Do the machines really have to be that large? Even WebSphere rarely actually requires 768M.
Overcommitting is good, it's the only way to make people share the resource. If you have enough resources to avoid sharing you don't need to encourage it. For WebSphere it obviously that depends on the application running there. And it depends on what else you run. Most of the measurements look at throughput in a single virtual machine, but when you have multiple guests running websphere your target may be different. Even when you find that it likes 768M (what a wonderful magic number that is) this may not be what is best to achieve maximum consistent throughput.
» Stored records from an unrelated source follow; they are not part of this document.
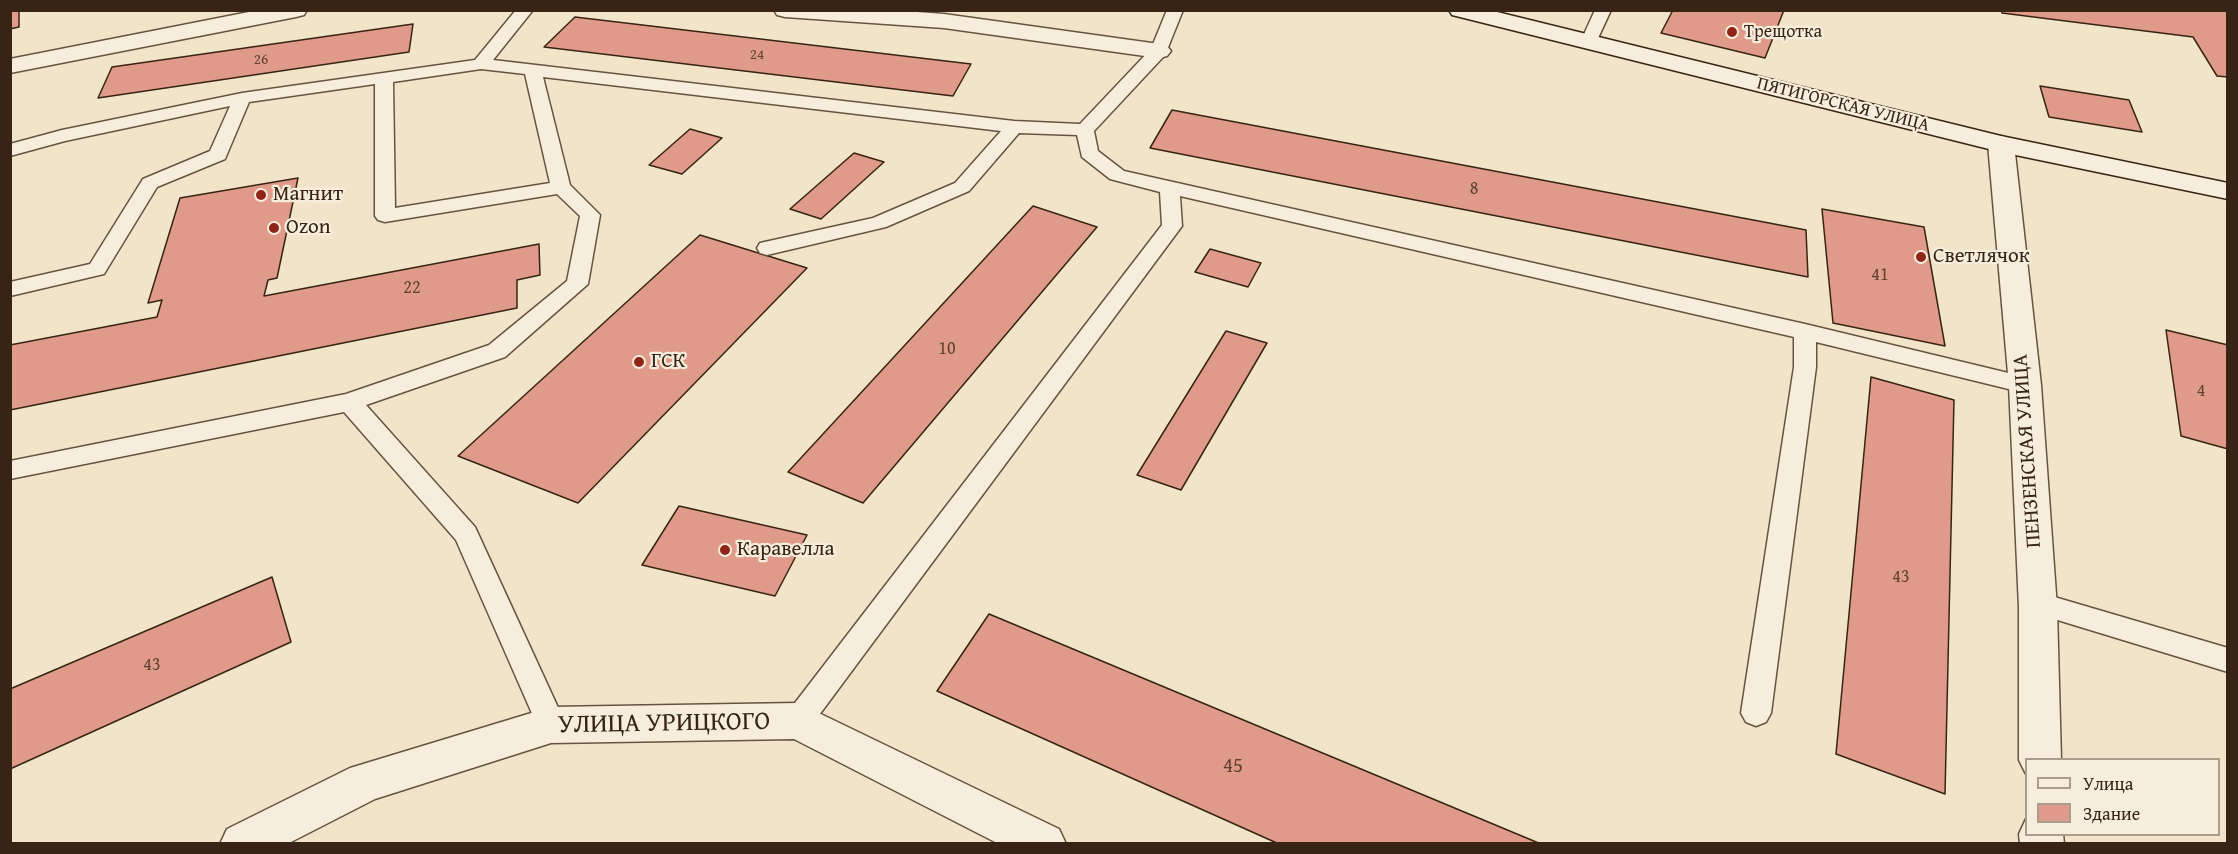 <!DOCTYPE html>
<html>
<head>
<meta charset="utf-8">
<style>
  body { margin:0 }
  #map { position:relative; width:2238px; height:854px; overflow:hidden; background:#f2e4c9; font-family:"Gentium Book Plus",serif }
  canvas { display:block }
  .frame { position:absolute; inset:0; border:12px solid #372414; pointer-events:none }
  .legend { position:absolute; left:2025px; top:758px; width:195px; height:78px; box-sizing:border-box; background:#f7eddc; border:2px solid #aa9d8c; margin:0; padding:8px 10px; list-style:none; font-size:18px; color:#372414 }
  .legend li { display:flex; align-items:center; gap:12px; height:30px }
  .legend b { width:30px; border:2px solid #aa9d8c }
</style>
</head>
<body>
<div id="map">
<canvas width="2238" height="854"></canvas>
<div class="frame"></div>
<ul class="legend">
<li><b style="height:8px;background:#f7eddc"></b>Улица</li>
<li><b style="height:16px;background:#df9a89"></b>Здание</li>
</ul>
</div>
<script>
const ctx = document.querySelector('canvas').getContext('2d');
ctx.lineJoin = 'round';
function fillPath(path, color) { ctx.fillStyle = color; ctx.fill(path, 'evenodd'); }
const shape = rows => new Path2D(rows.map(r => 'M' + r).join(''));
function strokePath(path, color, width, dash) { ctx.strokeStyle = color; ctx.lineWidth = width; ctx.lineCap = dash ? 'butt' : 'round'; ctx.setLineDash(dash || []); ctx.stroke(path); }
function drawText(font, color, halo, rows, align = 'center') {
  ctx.font = font + ' "Gentium Book Plus",serif'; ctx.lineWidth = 4.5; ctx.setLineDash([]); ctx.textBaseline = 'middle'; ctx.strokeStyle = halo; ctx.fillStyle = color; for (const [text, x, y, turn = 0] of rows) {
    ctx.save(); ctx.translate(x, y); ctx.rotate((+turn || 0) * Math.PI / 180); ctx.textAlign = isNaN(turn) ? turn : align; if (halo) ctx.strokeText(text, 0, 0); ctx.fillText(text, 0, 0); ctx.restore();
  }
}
const building = shape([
  [10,10,19,10,19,27,10,29,10,10],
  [1673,10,1784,10,1765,58,1661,33,1673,10],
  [2001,10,2228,10,2228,77,2217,76,2193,37,2002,13,2001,10],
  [575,17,971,64,953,96,544,47,575,17],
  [413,24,409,52,98,98,112,67,413,24],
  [2040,86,2129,100,2142,132,2049,117,2040,86],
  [1172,110,1806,230,1808,277,1150,148,1172,110],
  [690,129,722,138,682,174,649,165,690,129],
  [854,153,884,162,821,219,790,209,854,153],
  [298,178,277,278,268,280,264,296,539,244,540,275,517,280,517,308,10,410,10,345,157,317,162,300,148,303,180,198,298,178],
  [1033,206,1097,227,863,503,788,472,1033,206],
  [1822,209,1924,227,1945,346,1833,323,1822,209],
  [700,235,807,268,578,503,458,456,700,235],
  [1210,249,1261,263,1248,287,1195,272,1210,249],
  [2166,330,2228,345,2228,449,2181,436,2166,330],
  [1226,331,1267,343,1181,490,1137,475,1226,331],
  [1871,377,1954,400,1945,794,1836,754,1871,377],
  [679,506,807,535,775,596,642,565,679,506],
  [272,577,291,642,10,769,10,689,272,577],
  [989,614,1541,844,1279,844,937,691,989,614]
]);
fillPath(building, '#df9a89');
strokePath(building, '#372414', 1.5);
const lane = shape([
  [516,10,533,10,493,60,1014,121,1080,124,1151,49,1167,10,1183,10,1165,55,1094,131,1098,151,1124,171,1805,324,2025,377,2033,379,2037,385,2033,391,2025,393,1816,342,1816,367,1771,713,1766,722,1756,726,1746,722,1741,713,1794,367,1794,337,1180,196,1182,226,1179,230,808,730,798,734,788,730,783,721,788,712,1162,225,1160,192,1110,179,1082,157,1077,135,1019,133,969,191,886,227,767,255,760,253,757,248,760,243,873,218,955,183,1001,131,543,77,570,185,600,215,588,284,505,357,366,405,475,527,566,725,561,734,551,738,541,734,456,540,344,412,10,479,10,461,346,394,489,345,567,281,580,216,557,194,385,222,378,220,375,216,375,84,249,102,225,159,157,187,104,274,10,296,10,282,90,264,143,179,210,151,230,106,65,141,10,156,10,144,62,130,242,93,475,60,516,10],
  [481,69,525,74,550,183,395,208,393,82,481,69],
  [1595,10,1611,10,1594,47,1582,47,1580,43,1595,10],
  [2051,596,2228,648,2228,672,2051,618,2038,619,2028,616,2024,608,2028,600,2051,596]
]);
const street = shape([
  [259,10,307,10,304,15,296,17,10,73,10,59,259,10],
  [774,10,890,10,944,14,1159,44,1167,46,1171,51,1167,56,1159,58,944,28,785,17,777,15,774,10],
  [2001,136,2010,139,2014,144,2041,385,2057,608,2061,760,2026,760,2026,774,2019,760,2019,608,2009,385,1988,144,1992,139,2001,136],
  [798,703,1059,829,1066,844,999,844,794,739,551,743,375,799,287,844,220,844,227,829,350,768,551,707,798,703],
  [2026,819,2026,834,2063,834,2064,844,2020,844,2019,834,2026,819]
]);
const secondary = shape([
  [1449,10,1489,10,2001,136,2228,183,2228,199,2001,152,1452,15,1449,10]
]);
strokePath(lane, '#665441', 3);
strokePath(street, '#665441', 3);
strokePath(secondary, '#372414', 3);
fillPath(lane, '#f7eddc');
fillPath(street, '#f7eddc');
fillPath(secondary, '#f7eddc');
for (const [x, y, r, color] of [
  [1732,32,6,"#8f2418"],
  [261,195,6,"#8f2418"],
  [274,228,6,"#8f2418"],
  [1921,257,6,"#8f2418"],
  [639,362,6,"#8f2418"],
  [725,550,6,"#8f2418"]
]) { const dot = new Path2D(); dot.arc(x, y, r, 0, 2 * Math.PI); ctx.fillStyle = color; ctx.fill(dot); strokePath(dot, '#f7eddc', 2); }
drawText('15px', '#614231', null, [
  ["24",757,55],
  ["26",261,60]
]);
drawText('18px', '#372414', '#f7eddc', [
  ["Трещотка",1744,32]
], 'left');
drawText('18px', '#372414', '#f7eddc', [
  ["ПЯТИГОРСКАЯ УЛИЦА",1843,105,14]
]);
drawText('18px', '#614231', null, [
  ["8",1474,189],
  ["41",1880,275],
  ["22",412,288],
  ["10",947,349],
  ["4",2201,391],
  ["43",1901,577],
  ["43",152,665]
]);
drawText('21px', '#372414', '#f7eddc', [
  ["Магнит",273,195],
  ["Ozon",286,228],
  ["Светлячок",1933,257],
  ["ГСК",651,362],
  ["Каравелла",737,550]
], 'left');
drawText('21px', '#372414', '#f7eddc', [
  ["ПЕНЗЕНСКАЯ УЛИЦА",2028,451,-94]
]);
drawText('21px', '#614231', null, [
  ["45",1233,767]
]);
drawText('26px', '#372414', '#f7eddc', [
  ["УЛИЦА УРИЦКОГО",664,724,-1]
]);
</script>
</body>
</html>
One of the ideas is that you should not mix applications in a Linux virtual machine because that makes it hard for VM to tell what the guest is doing and provide proper resources. And when you run WebSphere you really have 3 different applications in one virtual machine. The database will attempt to grab all memory to cache the database I/O. The Java processes tend to take a lot of CPU resources, but only once per transaction. The front-end web server gets involved several times for a single transaction (to deliver yet another chunk of http traffic, driven by the latency of the network). When you combine the Java processes with the front-end web server the virtual machine ends up in Q2 or Q3 because it uses a lot of CPU, but this also means it is dispatched less often. That's too bad because the web server only uses small amounts of CPU cycles and would benefit from being serviced quicker. A similar discussion applies to memory usage. When the database uses memory to cache data from the database, it takes away the free memory that the web server would otherwise have around to build buffers for the http data. The individual virtual machines can now be sized and tuned to meet the requirements.
In the "Performance and Tuning" Redbook SG24-6926 we did some work in this area and found we could at least get the same throughput in the configuration with 3 virtual machines (but maximum throughput is not the only issue). The recent patches to share userspace code in DCSS should help to cut down the cost of the additional base Linux systems, and make it even more attractive to break up the application.